With regard to organ weights, in males a statistical significant decrease in absolute right testes weight in LD group and a decrease in absolute epididymides (right, left and total weight) and relative total epididymides weight in LD and HD group when compared with the controls were revealed. However, since no dose relationship was established and no histopathological changes were observed, no toxicological significance is attributed to these findings. At necropsy of all male and female animals, no macroscopic changes were observed and no treatment-related histopathological findings of reproductive organs were revealed.

A detailed qualitative examination of the testes taking into account the tubular stages of the spermatogenic cycle, revealed no abnormal pathological findings.
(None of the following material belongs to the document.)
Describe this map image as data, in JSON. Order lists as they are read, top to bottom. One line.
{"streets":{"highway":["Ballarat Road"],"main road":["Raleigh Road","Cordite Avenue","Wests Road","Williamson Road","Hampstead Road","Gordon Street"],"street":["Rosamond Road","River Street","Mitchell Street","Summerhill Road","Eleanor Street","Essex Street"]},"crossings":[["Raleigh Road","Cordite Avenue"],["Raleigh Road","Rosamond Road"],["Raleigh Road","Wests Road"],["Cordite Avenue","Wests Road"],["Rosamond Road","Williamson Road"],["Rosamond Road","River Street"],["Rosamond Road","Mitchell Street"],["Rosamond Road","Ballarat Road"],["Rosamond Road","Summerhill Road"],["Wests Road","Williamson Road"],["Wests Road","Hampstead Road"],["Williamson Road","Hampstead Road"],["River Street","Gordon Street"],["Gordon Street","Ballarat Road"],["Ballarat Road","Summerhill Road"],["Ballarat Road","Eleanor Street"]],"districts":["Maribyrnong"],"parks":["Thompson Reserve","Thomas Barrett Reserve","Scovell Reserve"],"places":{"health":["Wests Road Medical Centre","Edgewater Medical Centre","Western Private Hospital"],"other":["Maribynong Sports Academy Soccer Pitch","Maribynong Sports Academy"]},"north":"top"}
In conclusion, the repeated administration of the test item to male animals for 28 days and female animals for a maximum of 54 days revealed no significant toxicological findings and mortalities. Reproductive toxic effects were not revealed. Based on the data, the no observed adverse effect level (NOAEL) for maternal toxicity was equal or greater 75 mg/kg body weight per day. The no observed effect level (NOEL) for reproductive toxicity was equal or greater 75 mg/kg body weight per day.